Annoncée à 31%, puis revue à la baisse, l’augmentation des droits de douane américains sur les produits suisses inquiète les exportateurs. Pour Titouan Briaux, du domaine Chaudet, à Rivaz, l’enjeu n’est pas forcément le pourcentage de taxe, mais l’imprévisibilité politique
Avec ses annonces sur la hausse des droits de douane sur les importations, Donald Trump a secoué l’économie mondiale. Rappelez-vous, le 2 avril, la Suisse apprend qu’elle figure sur la liste des 75 pays visés, avec une surtaxe initialement annoncée à 31%, soit davantage que l’Union européenne. Quelques jours plus tard, ce taux est abaissé à 10%, puis suspendu dans le cadre d’une trêve de 90 jours. Mais l’incertitude reste entière pour les exportateurs suisses, comme le Domaine Chaudet et la cave Terres de Lavaux: «Ce qui est pénible, ce n’est pas tant le pourcentage de taxe, mais l’absence totale de visibilité», résume Titouan Briaux, directeur du domaine Chaudet.
Le vigneron fournit The Lavaux Wine Bar à Manhattan, une vitrine des vins du vignoble aux Etats-Unis.
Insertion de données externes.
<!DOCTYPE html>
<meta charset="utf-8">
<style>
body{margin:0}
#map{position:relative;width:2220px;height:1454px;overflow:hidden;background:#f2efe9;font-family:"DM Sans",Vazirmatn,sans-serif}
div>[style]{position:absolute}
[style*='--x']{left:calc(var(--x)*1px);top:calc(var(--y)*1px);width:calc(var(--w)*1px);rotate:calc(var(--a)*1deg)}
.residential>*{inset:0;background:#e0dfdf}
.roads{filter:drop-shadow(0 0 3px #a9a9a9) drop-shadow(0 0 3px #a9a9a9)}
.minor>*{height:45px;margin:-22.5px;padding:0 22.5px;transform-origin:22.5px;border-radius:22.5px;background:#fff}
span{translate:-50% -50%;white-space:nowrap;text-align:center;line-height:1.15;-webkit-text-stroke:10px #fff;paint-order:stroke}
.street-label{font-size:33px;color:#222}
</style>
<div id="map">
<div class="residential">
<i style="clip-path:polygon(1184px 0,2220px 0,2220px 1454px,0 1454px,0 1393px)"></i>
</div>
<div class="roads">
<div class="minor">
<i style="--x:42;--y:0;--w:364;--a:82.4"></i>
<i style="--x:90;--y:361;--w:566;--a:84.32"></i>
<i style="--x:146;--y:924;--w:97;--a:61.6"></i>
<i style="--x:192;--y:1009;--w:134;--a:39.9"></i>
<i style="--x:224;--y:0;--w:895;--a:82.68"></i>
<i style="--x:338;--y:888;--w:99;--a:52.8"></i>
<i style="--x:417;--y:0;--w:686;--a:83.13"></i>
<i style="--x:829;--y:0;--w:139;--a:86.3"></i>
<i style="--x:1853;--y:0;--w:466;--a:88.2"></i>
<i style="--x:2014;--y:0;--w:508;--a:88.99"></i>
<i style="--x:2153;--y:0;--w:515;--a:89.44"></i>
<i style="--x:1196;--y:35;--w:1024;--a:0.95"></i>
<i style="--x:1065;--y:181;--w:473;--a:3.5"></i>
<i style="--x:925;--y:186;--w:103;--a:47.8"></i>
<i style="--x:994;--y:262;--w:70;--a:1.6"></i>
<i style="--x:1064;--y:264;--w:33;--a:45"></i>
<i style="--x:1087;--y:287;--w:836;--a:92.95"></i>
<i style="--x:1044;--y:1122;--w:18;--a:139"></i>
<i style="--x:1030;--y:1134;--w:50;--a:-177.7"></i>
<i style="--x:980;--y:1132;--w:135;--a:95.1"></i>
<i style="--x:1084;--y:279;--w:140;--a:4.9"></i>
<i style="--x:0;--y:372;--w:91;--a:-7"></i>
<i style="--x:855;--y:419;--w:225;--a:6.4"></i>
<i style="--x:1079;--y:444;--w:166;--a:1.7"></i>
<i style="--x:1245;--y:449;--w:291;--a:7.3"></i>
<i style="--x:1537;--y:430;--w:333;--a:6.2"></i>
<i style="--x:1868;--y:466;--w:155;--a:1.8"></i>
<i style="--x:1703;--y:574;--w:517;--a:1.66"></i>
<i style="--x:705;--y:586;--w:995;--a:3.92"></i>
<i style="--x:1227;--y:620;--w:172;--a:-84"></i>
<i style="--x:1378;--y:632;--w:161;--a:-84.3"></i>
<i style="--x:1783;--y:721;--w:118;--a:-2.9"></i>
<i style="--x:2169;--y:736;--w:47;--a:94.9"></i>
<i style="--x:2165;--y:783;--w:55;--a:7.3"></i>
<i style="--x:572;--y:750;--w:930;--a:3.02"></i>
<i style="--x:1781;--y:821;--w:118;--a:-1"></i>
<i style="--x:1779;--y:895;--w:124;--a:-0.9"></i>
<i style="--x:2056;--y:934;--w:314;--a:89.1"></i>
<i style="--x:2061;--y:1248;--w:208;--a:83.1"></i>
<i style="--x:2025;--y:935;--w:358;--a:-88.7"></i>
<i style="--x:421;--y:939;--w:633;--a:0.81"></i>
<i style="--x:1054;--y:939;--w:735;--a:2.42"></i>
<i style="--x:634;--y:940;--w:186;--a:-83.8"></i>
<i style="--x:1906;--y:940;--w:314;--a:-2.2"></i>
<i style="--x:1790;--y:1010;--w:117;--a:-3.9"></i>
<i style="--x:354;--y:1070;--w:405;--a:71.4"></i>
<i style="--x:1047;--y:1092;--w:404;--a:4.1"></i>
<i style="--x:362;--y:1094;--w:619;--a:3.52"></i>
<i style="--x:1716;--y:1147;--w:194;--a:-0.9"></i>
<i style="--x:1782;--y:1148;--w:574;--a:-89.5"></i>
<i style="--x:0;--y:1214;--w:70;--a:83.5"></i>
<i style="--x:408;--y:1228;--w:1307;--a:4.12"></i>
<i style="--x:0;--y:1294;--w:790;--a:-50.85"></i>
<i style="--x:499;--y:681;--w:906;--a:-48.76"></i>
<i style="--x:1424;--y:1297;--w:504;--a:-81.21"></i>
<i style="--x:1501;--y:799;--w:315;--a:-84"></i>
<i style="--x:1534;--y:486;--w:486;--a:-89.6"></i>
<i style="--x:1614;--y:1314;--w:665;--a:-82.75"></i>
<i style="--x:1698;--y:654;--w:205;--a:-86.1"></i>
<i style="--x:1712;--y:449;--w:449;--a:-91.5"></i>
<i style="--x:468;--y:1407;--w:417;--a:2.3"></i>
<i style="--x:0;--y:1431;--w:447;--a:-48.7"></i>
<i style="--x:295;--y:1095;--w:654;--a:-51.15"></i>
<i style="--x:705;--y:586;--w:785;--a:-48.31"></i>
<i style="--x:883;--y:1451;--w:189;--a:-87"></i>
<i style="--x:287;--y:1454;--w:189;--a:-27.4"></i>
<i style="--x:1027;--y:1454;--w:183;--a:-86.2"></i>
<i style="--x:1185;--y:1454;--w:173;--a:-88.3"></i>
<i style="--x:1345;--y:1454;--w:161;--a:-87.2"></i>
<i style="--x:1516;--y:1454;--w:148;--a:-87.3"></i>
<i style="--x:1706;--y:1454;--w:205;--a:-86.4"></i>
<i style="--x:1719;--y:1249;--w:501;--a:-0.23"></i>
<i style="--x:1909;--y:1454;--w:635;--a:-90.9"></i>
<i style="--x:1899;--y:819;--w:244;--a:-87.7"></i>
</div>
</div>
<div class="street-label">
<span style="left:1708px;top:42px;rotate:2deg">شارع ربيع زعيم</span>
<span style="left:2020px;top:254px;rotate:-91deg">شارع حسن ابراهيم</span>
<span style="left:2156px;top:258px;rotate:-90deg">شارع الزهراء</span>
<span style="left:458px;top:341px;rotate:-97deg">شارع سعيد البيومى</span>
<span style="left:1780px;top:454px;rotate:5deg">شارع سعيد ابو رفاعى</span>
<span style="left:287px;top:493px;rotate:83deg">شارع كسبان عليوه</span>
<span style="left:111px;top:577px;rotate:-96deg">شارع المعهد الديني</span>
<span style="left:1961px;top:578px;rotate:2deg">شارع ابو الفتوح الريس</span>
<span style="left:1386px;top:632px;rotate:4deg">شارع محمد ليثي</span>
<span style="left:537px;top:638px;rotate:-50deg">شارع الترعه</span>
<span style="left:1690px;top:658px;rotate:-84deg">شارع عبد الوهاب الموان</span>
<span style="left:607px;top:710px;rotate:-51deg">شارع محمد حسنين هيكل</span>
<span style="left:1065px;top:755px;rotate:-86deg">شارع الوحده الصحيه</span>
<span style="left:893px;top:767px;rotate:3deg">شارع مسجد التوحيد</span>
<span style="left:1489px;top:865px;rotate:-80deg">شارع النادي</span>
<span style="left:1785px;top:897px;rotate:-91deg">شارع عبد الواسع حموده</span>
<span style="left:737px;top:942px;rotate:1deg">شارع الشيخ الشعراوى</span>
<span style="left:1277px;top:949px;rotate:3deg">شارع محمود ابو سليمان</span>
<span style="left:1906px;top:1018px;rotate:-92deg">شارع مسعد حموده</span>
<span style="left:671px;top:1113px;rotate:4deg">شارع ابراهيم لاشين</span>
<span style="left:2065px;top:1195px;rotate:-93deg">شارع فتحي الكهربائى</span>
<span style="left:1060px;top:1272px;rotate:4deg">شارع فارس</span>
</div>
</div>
Pour bien comprendre, chaque année, ce sont deux à trois envois de onze containers de vins qui transitent par bateau. Environ 20% de la production du domaine est destinée aux Etats-Unis, essentiellement sur la côte est comme la région new-yorkaise ou encore la Floride. En tout, une dizaine de distributeurs vendent des bouteilles originaires du domaine de Rivaz et de la cave Terres de Lavaux à Lutry. «Tous les vins envoyés sont issus exclusivement de notre vignoble, impossibles donc, de changer de produits.»
Une taxe absorbée sur place
Malgré l’annonce des nouveaux droits de douane, Titouan ne sonne pas l’alarme: «On pense que les produits seront taxés autour de 10%, mais la valeur marchande se fait sur place, aux Etats-Unis. Ce sont les distributeurs qui adapteront les prix. Pour l’heure, il n’est pas question d’augmenter nos tarifs pour protéger notre établissement à Manhattan.»
Jusqu’ici, les prix n’ont que peu bougé: «Peut-être que les distributeurs vivent encore sur des stocks d’avant, ou qu’ils ont choisi d’absorber la hausse eux-mêmes». L’enjeu reste de ne pas perdre en compétitivité sur place, surtout dans un environnement urbain où l’inflation touche déjà beaucoup de secteurs. «A New York, tout a augmenté de 15 à 20% ces trois dernières années. Notre priorité, c’est de rester alignés avec les autres restaurants sur notre gamme de prix et de service.»
Une pression plus forte en Suisse qu’aux Etats-Unis
Paradoxalement, c’est en Suisse que la pression se fait le plus sentir. «Le marché helvétique devient de plus en plus perméable aux vins européens, notamment français et italiens, qui sont déjà très présents. Avec la force du franc et les faibles taxes douanières, ils deviennent encore plus compétitifs chez nous». Sur le sol américain, la rareté et les caractéristiques des vins de Lavaux en font un produit d’exception qui nécessite l’intervention de sommeliers pour être expliqué et valorisé, c’est du moins la philosophie du Lavaux Wine Bar. «Ce sont des vins qui ont une histoire. Ils ne sont pas destinés au grand public, mais à une clientèle prête à en comprendre la valeur», appuie Titouan Briaux.
Et dans ce contexte, les décisions du président américain ne suffisent pas à tout bouleverser. «A New York, ville largement anti-Trump, il y a même une forme de solidarité face à ce genre de mesures. Le vrai défi, c’est d’anticiper et avec ce genre d’annonces qui changent du jour au lendemain, c’est devenu quasiment impossible.»